[Records from a data source]

--

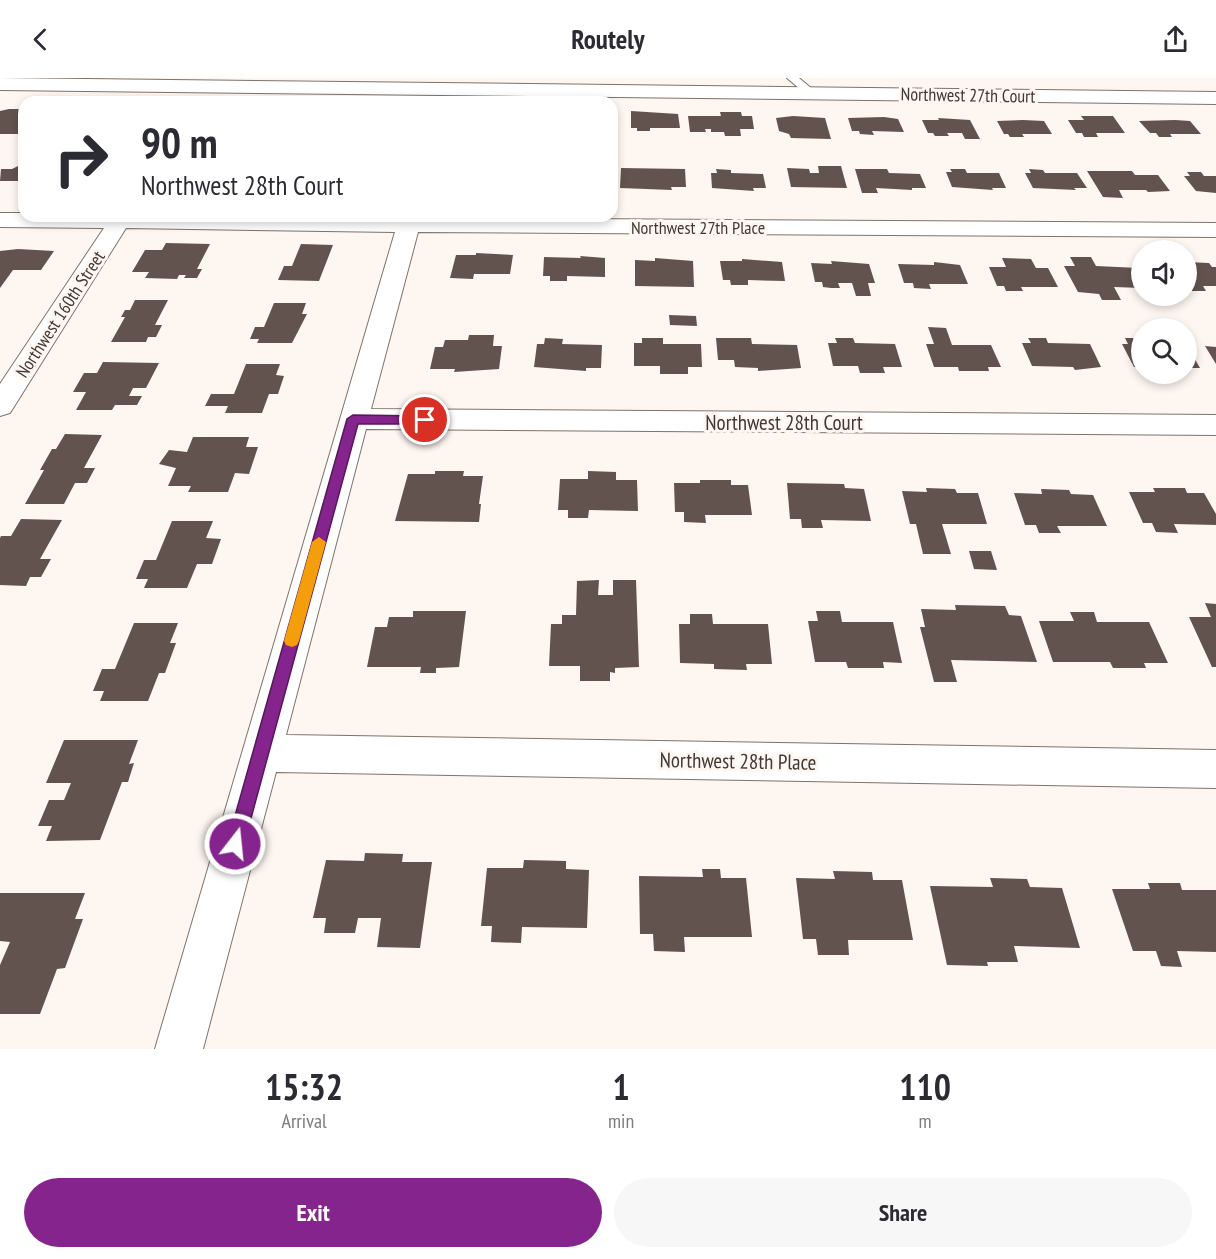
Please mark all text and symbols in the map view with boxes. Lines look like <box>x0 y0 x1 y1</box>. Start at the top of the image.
text: Routely <box>571 22 645 56</box>
icon: back <box>24 23 57 56</box>
icon: share <box>1159 23 1192 56</box>
street label: Northwest 27th Court <box>900 82 1036 108</box>
text: 90 m <box>141 115 218 170</box>
icon: right <box>42 120 120 198</box>
text: Northwest 28th Court <box>141 168 343 202</box>
street label: Northwest 27th Place <box>631 216 765 239</box>
map controls <box>1131 240 1197 384</box>
button: sound <box>1131 240 1197 306</box>
street label: Northwest 160th Street <box>10 246 110 382</box>
button: search <box>1131 318 1197 384</box>
pin <box>399 394 450 445</box>
icon: arrive <box>408 403 441 436</box>
street label: Northwest 28th Court <box>705 409 863 436</box>
street label: Northwest 28th Place <box>659 746 817 776</box>
position arrow <box>203 812 267 876</box>
text: 15:32 <box>265 1063 343 1110</box>
text: 1 <box>612 1063 630 1110</box>
text: 110 <box>899 1063 951 1110</box>
text: Arrival <box>281 1108 327 1134</box>
text: min <box>608 1108 634 1134</box>
text: m <box>919 1108 932 1134</box>
button: Exit <box>24 1178 602 1247</box>
button: Share <box>614 1178 1192 1247</box>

--

Repeat each line of the records exactly, dropping the pictures.

Please mark all text and symbols in the map view with boxes. Lines look like <box>x0 y0 x1 y1</box>. Start at the top of the image.
text: Routely <box>571 22 645 56</box>
icon: back <box>24 23 57 56</box>
icon: share <box>1159 23 1192 56</box>
street label: Northwest 27th Court <box>900 82 1036 108</box>
text: 90 m <box>141 115 218 170</box>
icon: right <box>42 120 120 198</box>
text: Northwest 28th Court <box>141 168 343 202</box>
street label: Northwest 27th Place <box>631 216 765 239</box>
map controls <box>1131 240 1197 384</box>
button: sound <box>1131 240 1197 306</box>
street label: Northwest 160th Street <box>10 246 110 382</box>
button: search <box>1131 318 1197 384</box>
pin <box>399 394 450 445</box>
icon: arrive <box>408 403 441 436</box>
street label: Northwest 28th Court <box>705 409 863 436</box>
street label: Northwest 28th Place <box>659 746 817 776</box>
position arrow <box>203 812 267 876</box>
text: 15:32 <box>265 1063 343 1110</box>
text: 1 <box>612 1063 630 1110</box>
text: 110 <box>899 1063 951 1110</box>
text: Arrival <box>281 1108 327 1134</box>
text: min <box>608 1108 634 1134</box>
text: m <box>919 1108 932 1134</box>
button: Exit <box>24 1178 602 1247</box>
button: Share <box>614 1178 1192 1247</box>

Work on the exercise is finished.